EXERCISE PROMPT: If a line in the data has the string "from", please show it.

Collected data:
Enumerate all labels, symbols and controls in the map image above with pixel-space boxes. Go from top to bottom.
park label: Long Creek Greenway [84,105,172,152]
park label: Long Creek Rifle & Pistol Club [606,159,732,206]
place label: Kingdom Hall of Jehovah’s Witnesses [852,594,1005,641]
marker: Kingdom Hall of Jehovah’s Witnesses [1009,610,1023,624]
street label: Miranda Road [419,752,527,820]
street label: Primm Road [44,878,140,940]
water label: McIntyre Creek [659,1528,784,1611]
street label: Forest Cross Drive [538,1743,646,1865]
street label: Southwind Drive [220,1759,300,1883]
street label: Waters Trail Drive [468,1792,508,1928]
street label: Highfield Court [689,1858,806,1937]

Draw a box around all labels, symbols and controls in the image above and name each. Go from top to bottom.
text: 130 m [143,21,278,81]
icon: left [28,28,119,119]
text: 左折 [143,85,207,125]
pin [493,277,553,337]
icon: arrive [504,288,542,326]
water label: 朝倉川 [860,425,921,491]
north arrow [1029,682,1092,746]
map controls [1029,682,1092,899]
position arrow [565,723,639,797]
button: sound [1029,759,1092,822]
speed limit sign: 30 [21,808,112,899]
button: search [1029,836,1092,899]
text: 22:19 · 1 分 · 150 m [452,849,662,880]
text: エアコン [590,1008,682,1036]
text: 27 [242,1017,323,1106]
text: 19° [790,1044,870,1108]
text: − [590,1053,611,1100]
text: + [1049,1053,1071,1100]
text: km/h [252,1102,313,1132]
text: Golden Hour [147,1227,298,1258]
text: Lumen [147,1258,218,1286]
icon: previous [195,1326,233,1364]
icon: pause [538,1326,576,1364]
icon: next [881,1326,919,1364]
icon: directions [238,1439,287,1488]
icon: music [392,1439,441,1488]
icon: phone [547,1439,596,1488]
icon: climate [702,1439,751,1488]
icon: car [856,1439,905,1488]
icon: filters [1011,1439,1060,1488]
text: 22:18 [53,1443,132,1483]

WRITTEN RESPONSE:
Enumerate all labels, symbols and controls in the map image above with pixel-space boxes. Go from top to bottom.
Draw a box around all labels, symbols and controls in the image above and name each. Go from top to bottom.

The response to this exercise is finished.